Search this keyword

Showing posts with label CiteBank. Show all posts
Showing posts with label CiteBank. Show all posts

Mendeley as CiteBank: some ideas

Here are some quick notes on how BHL could use Mendeley as a "CiteBank".

As a repository of bibliographic data

If the goal is to assemble a "bibliography of life" then there are various ways this could be done.

Taxon-specific bibliographies

Create groups that are taxon-specific (or find existing groups in Mendeley. For example, I've created groups for amphibias (Amphibian Species of the World) and reptiles (TIGR/JCVI Reptile Database) based on the Amphibian Species of the World and TIGR/JCVI Reptile Database, respectively. Taxon-specific groups are probably going to be attractive to users, but the quality of bibliographic metadata can be variable. However, a bibliography for a specific taxonomic group that is populated with links to BHL content would be very useful.

Journal-specific bibliographies

This is where I've spent most of my efforts. I've created around 300 groups for various journals (see list below, or go directly to http://dl.dropbox.com/u/639486/groups.html).
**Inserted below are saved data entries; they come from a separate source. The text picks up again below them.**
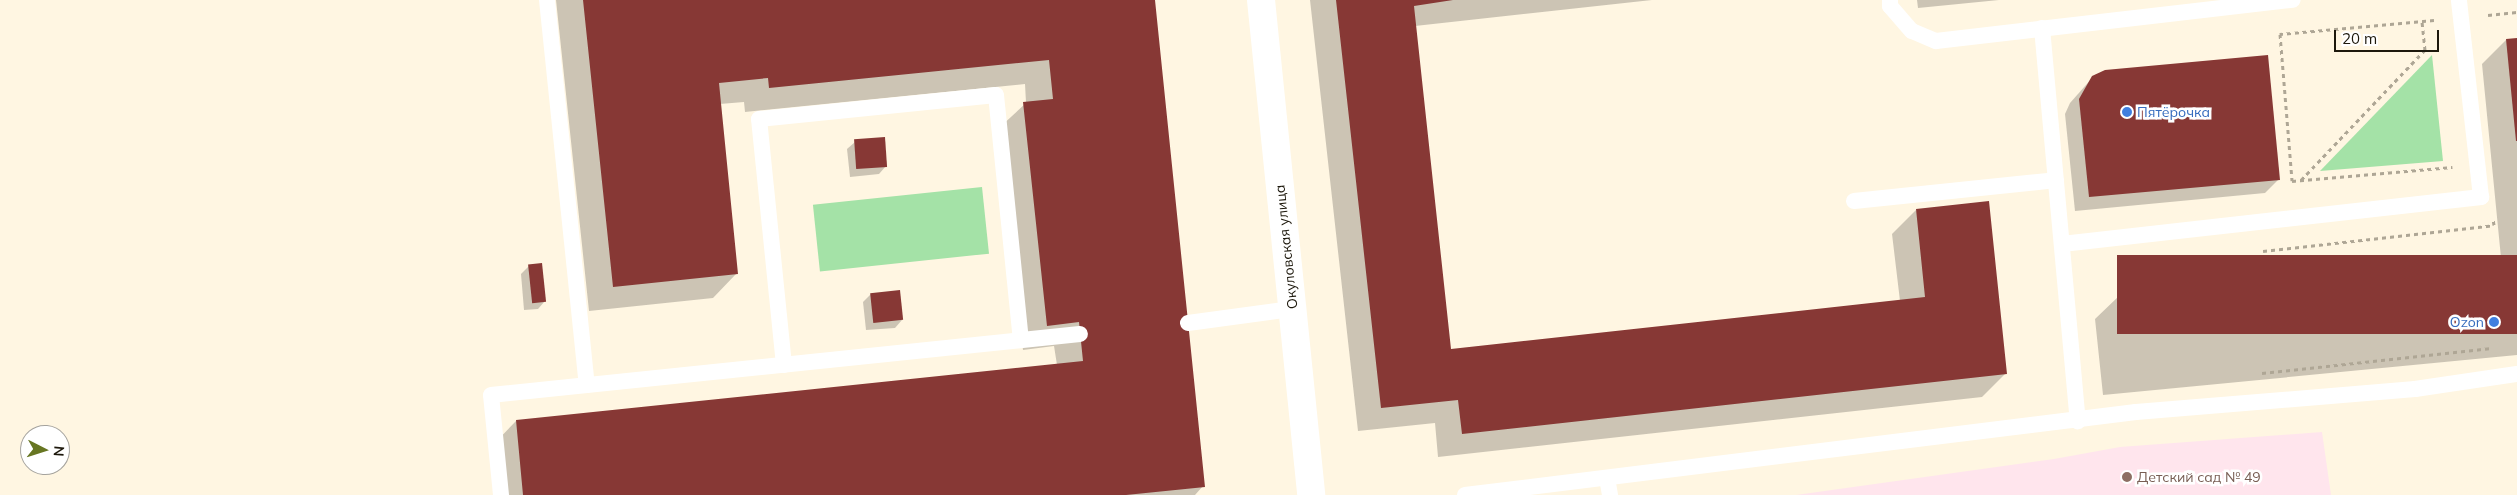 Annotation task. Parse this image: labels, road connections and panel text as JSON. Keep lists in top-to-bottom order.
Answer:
{
  "streets": {
    "street": ["Окуловская улица"]
  },
  "places": ["Пятёрочка", "Ozon", "Детский сад № 49"],
  "scale_bar": "20 m",
  "north": "right"
} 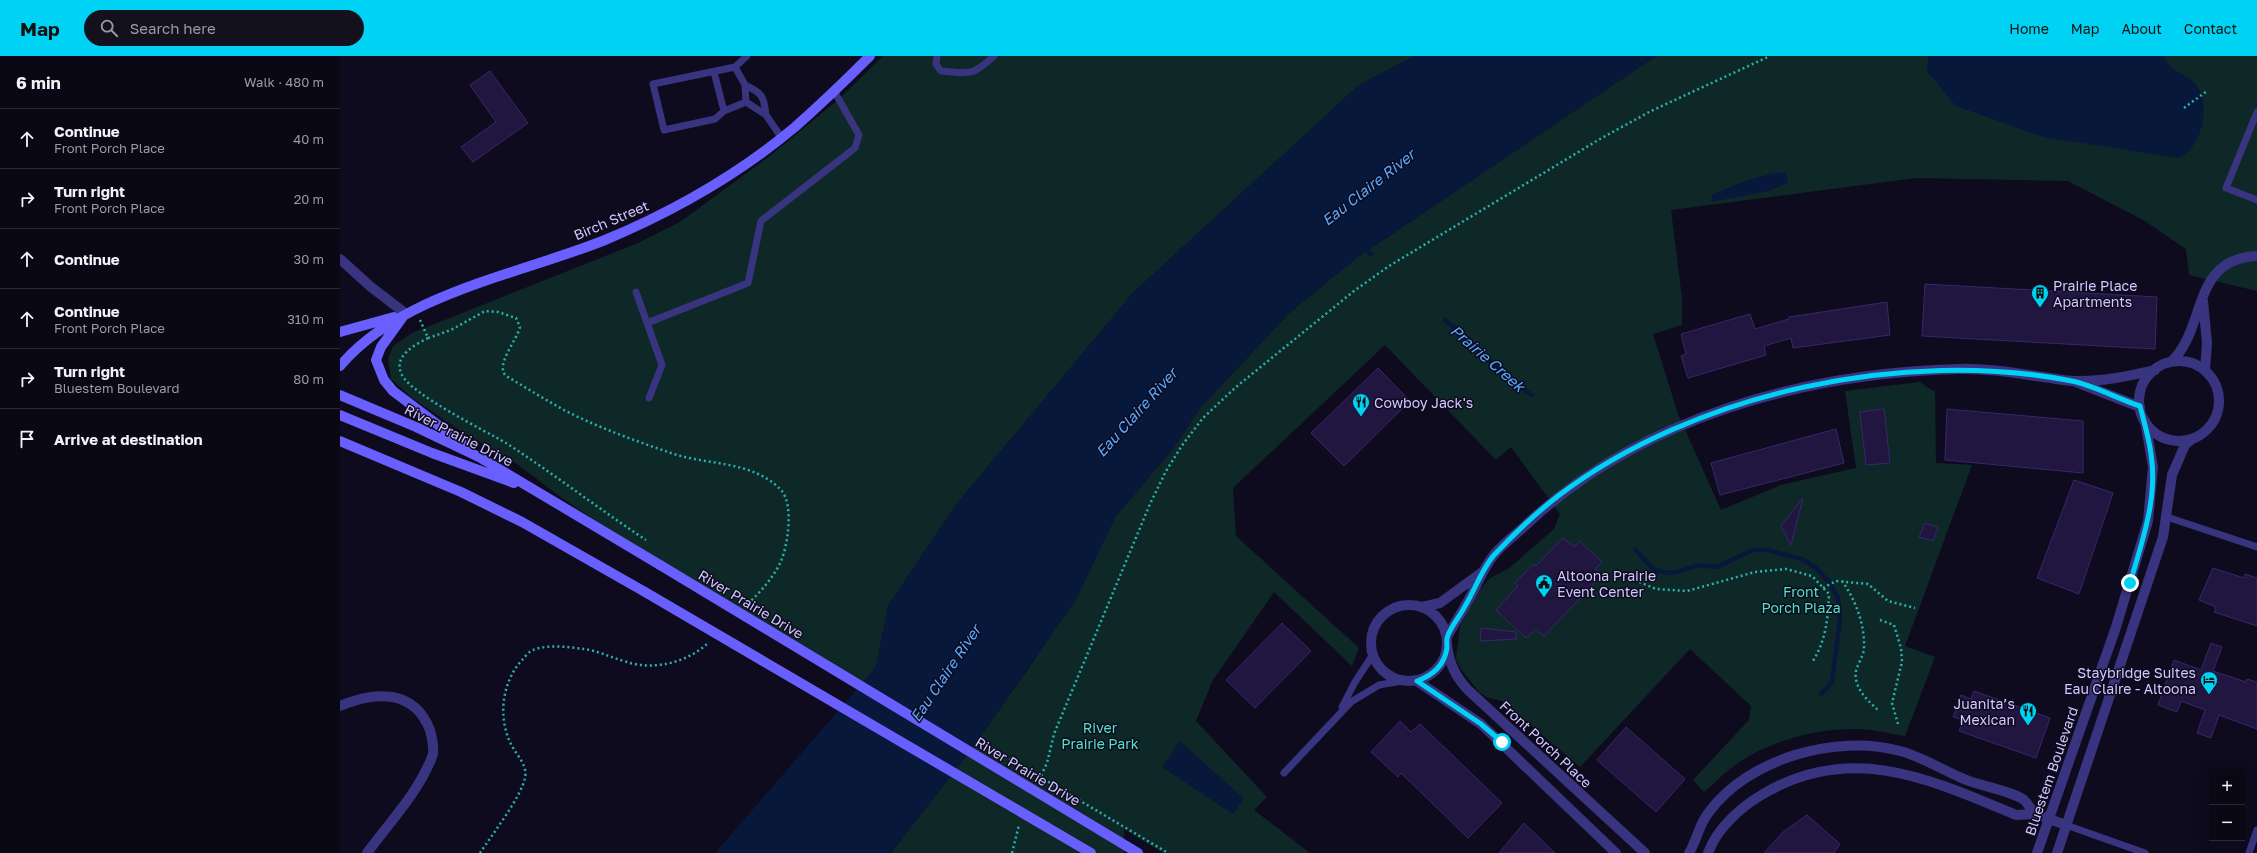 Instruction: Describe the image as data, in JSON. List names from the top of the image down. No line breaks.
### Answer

In some cases I've managed to populate these with the complete set of articles published in that journal, typically harvested from the journal's own web site. Typically the metadata from journal sites is high quality, although one has to be wary of Orwellian metadata.



I use these groups in two ways. The first is as a source of metadata for extracting articles from BHL using BioStor. If you have article-level metadata finding articles in BHL becomes easier, and can be automated so that 1000's can be added in a few minutes.

The second is for the taxon-literature mapping project, where one strategy is to use approximate string mapping to find equivalent citations in Mendeley and the ION database. Ultimately I'd like to link to the Mendeley citations as they tend to be higher quality than those in the original ION database.

BHL could create Mendeley groups for journals it has scanned, and populate those.

As an article-level index to BHL

This is perhaps the most direct way BHL could use Mendeley is as follows:

  1. Create a BHL account.
  2. For each BHL title create a Mendeley group (the name would be the BHL TitleID).
  3. For each item in that title create a folder in the corresponding group (the folder name would be the ItemID).
  4. Within each folder list the articles, book chapters or other component parts. If these aren't available yet, encourage people to add them. Some of these could be pre-populated with content from BioStor.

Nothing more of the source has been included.